Exercise directions: Would you please copy every line below that includes the string "School"?

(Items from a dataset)

··········

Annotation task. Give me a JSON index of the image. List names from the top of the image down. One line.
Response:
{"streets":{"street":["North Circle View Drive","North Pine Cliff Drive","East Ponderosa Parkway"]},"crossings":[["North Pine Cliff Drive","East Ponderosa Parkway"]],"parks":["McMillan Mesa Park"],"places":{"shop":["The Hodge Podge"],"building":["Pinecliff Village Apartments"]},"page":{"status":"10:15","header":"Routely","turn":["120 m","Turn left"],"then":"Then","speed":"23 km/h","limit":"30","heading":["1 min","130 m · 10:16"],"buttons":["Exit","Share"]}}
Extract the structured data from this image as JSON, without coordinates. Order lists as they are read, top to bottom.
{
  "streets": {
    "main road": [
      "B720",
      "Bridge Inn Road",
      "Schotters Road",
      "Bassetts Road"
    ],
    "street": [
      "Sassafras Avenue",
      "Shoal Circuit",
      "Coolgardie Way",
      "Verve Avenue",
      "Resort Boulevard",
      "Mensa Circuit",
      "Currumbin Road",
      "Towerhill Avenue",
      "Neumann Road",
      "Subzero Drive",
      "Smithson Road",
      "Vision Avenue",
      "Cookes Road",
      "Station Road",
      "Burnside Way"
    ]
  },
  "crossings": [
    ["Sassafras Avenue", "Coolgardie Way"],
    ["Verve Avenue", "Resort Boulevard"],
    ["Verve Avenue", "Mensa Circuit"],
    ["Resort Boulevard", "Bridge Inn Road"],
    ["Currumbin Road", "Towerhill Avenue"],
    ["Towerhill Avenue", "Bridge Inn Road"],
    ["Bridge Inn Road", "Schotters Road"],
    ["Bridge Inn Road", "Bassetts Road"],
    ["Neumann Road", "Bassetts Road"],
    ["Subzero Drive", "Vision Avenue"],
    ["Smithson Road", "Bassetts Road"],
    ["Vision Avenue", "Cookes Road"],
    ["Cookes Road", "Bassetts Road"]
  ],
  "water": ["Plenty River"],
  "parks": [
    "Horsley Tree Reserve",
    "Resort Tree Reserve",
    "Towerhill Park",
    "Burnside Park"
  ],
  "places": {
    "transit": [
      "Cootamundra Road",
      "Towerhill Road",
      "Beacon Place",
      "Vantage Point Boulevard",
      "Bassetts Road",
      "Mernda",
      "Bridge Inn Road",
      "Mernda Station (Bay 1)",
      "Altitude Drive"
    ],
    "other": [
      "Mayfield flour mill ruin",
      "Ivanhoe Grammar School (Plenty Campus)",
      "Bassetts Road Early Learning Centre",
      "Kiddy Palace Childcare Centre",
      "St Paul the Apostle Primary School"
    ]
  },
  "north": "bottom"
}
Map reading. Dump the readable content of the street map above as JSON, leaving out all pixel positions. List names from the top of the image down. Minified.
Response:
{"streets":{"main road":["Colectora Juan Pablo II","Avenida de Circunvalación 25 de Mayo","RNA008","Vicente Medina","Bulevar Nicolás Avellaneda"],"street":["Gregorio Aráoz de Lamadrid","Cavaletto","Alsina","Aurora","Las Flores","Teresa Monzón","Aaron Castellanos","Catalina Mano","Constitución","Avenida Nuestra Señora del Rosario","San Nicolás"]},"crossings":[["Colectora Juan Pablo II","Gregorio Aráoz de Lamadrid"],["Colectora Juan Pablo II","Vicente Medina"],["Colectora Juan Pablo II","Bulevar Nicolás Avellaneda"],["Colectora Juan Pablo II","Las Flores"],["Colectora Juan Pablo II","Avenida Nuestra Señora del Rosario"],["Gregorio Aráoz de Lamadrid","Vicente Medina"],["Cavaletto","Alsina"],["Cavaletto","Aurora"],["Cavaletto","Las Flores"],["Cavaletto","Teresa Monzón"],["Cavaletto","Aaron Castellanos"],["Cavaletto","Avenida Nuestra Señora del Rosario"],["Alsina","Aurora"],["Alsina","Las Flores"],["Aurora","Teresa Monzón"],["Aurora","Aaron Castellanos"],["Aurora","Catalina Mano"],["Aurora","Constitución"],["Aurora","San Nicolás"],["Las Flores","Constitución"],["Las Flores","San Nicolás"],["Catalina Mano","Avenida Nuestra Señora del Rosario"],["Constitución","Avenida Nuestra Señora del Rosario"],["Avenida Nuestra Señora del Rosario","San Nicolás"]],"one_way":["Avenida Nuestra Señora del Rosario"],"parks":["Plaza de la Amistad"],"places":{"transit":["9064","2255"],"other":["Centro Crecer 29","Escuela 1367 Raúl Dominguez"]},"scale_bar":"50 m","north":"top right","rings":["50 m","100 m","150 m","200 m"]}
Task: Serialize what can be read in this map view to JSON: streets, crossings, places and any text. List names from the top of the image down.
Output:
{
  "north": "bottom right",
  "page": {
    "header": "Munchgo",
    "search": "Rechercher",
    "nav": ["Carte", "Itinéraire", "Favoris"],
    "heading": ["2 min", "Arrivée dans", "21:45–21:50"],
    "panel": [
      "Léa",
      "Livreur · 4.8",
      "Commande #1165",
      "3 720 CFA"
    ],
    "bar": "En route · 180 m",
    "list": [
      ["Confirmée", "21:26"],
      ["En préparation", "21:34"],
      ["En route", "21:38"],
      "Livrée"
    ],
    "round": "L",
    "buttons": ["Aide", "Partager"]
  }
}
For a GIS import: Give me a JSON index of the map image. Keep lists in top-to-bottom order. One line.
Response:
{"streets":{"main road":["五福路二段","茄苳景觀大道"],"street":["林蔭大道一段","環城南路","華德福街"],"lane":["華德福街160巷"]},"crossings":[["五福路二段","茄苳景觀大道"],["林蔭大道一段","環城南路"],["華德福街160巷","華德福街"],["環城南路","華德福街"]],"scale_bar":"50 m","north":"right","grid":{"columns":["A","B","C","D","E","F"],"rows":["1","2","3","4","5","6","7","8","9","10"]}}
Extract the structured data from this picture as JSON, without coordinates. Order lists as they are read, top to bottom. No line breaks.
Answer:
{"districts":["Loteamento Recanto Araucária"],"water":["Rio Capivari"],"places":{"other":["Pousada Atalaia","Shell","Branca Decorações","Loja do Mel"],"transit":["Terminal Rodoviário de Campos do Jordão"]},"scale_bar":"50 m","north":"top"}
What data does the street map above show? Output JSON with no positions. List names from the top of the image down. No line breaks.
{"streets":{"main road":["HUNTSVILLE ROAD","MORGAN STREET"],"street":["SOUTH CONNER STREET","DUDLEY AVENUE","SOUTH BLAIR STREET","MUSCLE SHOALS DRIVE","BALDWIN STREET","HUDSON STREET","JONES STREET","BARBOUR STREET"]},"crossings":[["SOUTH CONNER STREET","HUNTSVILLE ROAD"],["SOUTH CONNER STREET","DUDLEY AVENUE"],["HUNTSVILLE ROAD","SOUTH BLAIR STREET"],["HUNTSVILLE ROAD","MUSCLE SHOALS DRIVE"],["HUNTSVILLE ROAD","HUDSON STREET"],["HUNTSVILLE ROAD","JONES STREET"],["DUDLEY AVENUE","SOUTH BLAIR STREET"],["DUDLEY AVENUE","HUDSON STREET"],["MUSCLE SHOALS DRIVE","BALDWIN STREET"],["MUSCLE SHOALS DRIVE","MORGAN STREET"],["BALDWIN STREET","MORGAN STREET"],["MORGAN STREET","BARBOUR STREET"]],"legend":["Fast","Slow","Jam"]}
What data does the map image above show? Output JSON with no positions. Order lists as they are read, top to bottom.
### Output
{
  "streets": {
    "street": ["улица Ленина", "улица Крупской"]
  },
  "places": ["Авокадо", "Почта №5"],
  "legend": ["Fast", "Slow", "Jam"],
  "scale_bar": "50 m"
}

··········

Solution to the problem:
      "Ivanhoe Grammar School (Plenty Campus)",
      "St Paul the Apostle Primary School"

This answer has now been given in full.